Yes, I agree, it is important to get aligned on this.

>>> Further, a consistent theme has been the desire to avoid things like 
>>> compiler flags that could fragment the community.  I fear this feature has 
>>> the potential to do that, especially if it is really successful at 
>>> attracting people from the dynamic language community.  
>> I really fail to see how this concern relates here.  This has nothing to do 
>> with compiler flags.  This has the potential to expand the community, not 
>> fragment it.
> One of the stated aims of this proposal is to bring many new programmers into 
> the Swift community.  That is a wonderful goal!  
> Of course that may include programmers with a different set of technical 
> values than are currently predominant in the Swift community.  If we make it 
> really easy to use Swift as a highly dynamic language we may soon see a large 
> sub-community form that uses Swift in this way.  Regardless of how you would 
> feel about this I think it’s an important possible outcome to consider.
> You mentioned that many of them may prefer proper Swift APIs for the 
> libraries they use and are hoping that the issues with dynamism will 
> incentive them to create these in time.  Perhaps requiring some kind of 
> call-site annotation would increase this incentive without being significant 
> enough to disincentive using these libraries in Swift.

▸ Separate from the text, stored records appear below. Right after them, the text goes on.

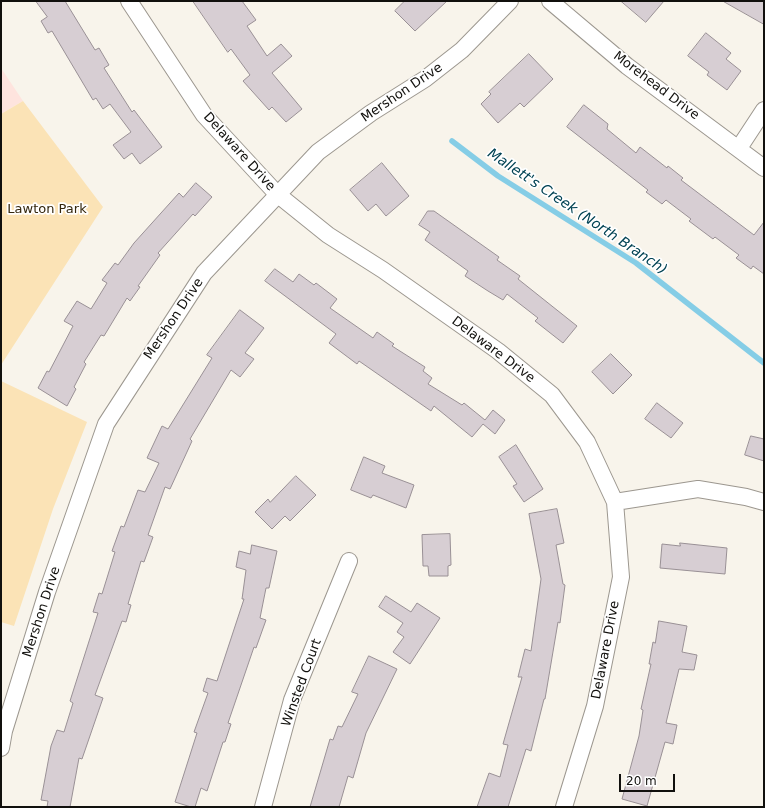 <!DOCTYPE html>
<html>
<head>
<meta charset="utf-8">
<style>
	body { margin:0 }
	#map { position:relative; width:765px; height:808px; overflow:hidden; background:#f8f4eb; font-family:"DejaVu Sans",sans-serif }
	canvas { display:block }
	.frame { position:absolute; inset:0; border:2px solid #11100d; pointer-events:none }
	.scale { position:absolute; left:619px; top:774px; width:56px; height:18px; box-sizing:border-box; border:2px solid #11100d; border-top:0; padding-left:5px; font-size:12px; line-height:14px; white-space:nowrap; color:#11100d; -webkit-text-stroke:3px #fff; paint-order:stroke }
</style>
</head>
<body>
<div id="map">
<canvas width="765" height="808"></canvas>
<div class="frame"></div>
<div class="scale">20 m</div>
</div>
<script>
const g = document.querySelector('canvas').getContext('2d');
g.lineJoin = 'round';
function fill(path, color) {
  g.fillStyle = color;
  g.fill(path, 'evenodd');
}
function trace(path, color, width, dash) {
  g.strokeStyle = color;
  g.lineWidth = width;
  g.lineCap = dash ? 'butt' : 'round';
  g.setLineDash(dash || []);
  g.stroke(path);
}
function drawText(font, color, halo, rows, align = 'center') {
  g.font = font + ' "DejaVu Sans",sans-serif';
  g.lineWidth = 3.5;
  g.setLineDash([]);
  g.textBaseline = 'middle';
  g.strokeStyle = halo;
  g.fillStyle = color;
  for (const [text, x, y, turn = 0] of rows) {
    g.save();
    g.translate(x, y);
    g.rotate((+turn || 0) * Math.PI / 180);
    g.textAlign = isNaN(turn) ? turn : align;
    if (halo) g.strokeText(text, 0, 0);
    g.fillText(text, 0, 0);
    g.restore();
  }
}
fill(new Path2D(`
	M1,68L23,101L1,114Z`), '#fee4de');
fill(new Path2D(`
	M23,101L103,207L1,365V114Z
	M1,381L87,422L53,509L14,626L1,622Z`), '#fbe3b6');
trace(new Path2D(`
	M452,141L498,176L636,263L764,363`), '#85cde6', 5.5);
const building = new Path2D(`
	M36,1H65L95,50L99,48L109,65L104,68L132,112L134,110L162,147L140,164L132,153L124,159L113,145L131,132L110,104L103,109L96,98L93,100L52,31L48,33L41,21L47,17Z
	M193,1H242L256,20L247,26L267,56L281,44L292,56L272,73L302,109L286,122L272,107L269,110L243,81L250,75L231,49L228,52Z
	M405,1H447L415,31L395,11Z
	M621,1H664L646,22Z
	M723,1H764V24Z
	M706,33L731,53L726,59L741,71L727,90L707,75L709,72L688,56Z
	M529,54L553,79L524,107L520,103L498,123L481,104L491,94L489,92Z
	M584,105L608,124L607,129L636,153L640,147L667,168L668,166L683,178L681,180L754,235L764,222V274L753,266L751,269L736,258L739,255L715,237L713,239L689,221L691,219L666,200L662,204L646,192L648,190L567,127Z
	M382,163L409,196L386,216L376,204L368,211L350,190Z
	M196,183L212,197L195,216L193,214L158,253L160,255L138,286L140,287L130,301L127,298L104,336L101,335L84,362L86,364L74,387L76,389L67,406L38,388L47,371L49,372L73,326L64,321L77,301L91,309L107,283L102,280L115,263L118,265L134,243L179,193L183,197Z
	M428,211H434L499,257L497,260L520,276L518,279L577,326L563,343L535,321L538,318L507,294L503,300L488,291L465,276L468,271L425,240L430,232L419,225Z
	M275,269L293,282L299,274L314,285L316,283L337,299L330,308L373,338L377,332L394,344L392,346L425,367L423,371L432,378L428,384L462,405L464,403L485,420L493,410L505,420L495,434L483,424L472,437L434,406L431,411L359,361L357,364L329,343L336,334L265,281Z
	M240,310L264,328L245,353L254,359L240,377L231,370L190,439L192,441L170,489L165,487L148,535L153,537L144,562L141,561L128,604L131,605L126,622L122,621L95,695L103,698L82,759L79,758L70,807H47L48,801L41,800L51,746L57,730L64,732L73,703L70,701L98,613L93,612L99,593L102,594L115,552L112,551L121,526L124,527L138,490L145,492L159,463L147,458L162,426L168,429L212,358L207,355Z
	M611,354L632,375L613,394L592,372Z
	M657,403L683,423L671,438L645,419Z
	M751,436L764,439V461L745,455Z
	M516,445L543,489L524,502L513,486L517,484L499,457Z
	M364,457L385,466L382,473L414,485L406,508L373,495L371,498L351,490Z
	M296,476L316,495L290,521L285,516L272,529L255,512L268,499L270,502Z
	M557,509L564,543L556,545L563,584L565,585L560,623L558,622L545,699H544L531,751L526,749L508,807H477L489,773L500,777L508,745L503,744L522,677H518L525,649L531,651L541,579L529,514Z
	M450,534L451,565L448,566V576H429L428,566H423L422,535Z
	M680,543L727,548L725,574L660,568L662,544L680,546Z
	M252,545L277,551L269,588H266L260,618L266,620L256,648L254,647L228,723L231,724L225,742H223L207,791L201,788L195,807H191L175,802L197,733L194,732L208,693L203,691L207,678L217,681L244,599H242L246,570L236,567L239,551L250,554Z
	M386,596L411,612L417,603L440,618L410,664L393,652L404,637L397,632L403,623L379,607Z
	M659,621L687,626L682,652L697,655L694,670L679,669L666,723L677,725L673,744L665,742L647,806L622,799L639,736L643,710L641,709L651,664H649L653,642L655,643Z
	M369,656L397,669L366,733L353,778L348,776L339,807H310L330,739L333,740L338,726L342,727L358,694L352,692Z`);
fill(building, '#d7ced3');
trace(building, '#999095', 1);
const minor = new Path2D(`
	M129,1L204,115L277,194L328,235L383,270L498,351L552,395L587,442L615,502L621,577L595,706L564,807
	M550,1L627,66L764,168
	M739,148L764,110
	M615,502L698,489L746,497L764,502
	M1,748L4,731L47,592L106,424L204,273L318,152L371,113L425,79L462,50L510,1
	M263,807L292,700L349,561`);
trace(minor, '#9c978f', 18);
trace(minor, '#fff', 16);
drawText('13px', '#11100d', '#fff', [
	["Morehead Drive",656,86,37],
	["Mershon Drive",402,93,-34],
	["Delaware Drive",239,152,48],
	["Mershon Drive",174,319,-56],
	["Delaware Drive",493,350,37],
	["Mershon Drive",42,612,-72],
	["Delaware Drive",606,650,-79],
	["Winsted Court",302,683,-70]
]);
drawText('13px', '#34270d', '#fff', [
	["Lawton Park",47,210]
]);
drawText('italic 14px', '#004253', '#fff', [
	["Mallett's Creek (North Branch)",577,212,34]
]);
</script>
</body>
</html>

I think you over-estimate how awesome Python (and other language APIs) are 
going to be, even with these two proposals.  Keep in mind that Python has the 
GIL for example, the naming conventions and design patterns are completely 
different, etc.  Even with both of these proposals, there will be high 
incentive for building pure Swift APIs to replace things over time.  The 
situation is similar to C interop with Swift: it is incredibly important that 
it exist, but people aren’t exactly aiming to use UnsafePointer for everything 
:-).  It is possible someone would do so, but people do all sorts of bad things 
locally in their codebase.  We cannot prevent that.

In fact, I would argue that making Python interoperability *too good* is the 
bigger risk we have.  If there is no reason for people to move off of using 
those APIs, they will continue to do so forever.  That isn’t a transition path, 
that’s a merger of communities.

> In particular, if you continue to insist on standard dot syntax for member 
> lookup I would appreciate hearing more about why that is a sticking point for 
> you, especially in light of your recent comment about people looking to move 
> away from Python.

Thanks, I addressed this in the alternative section.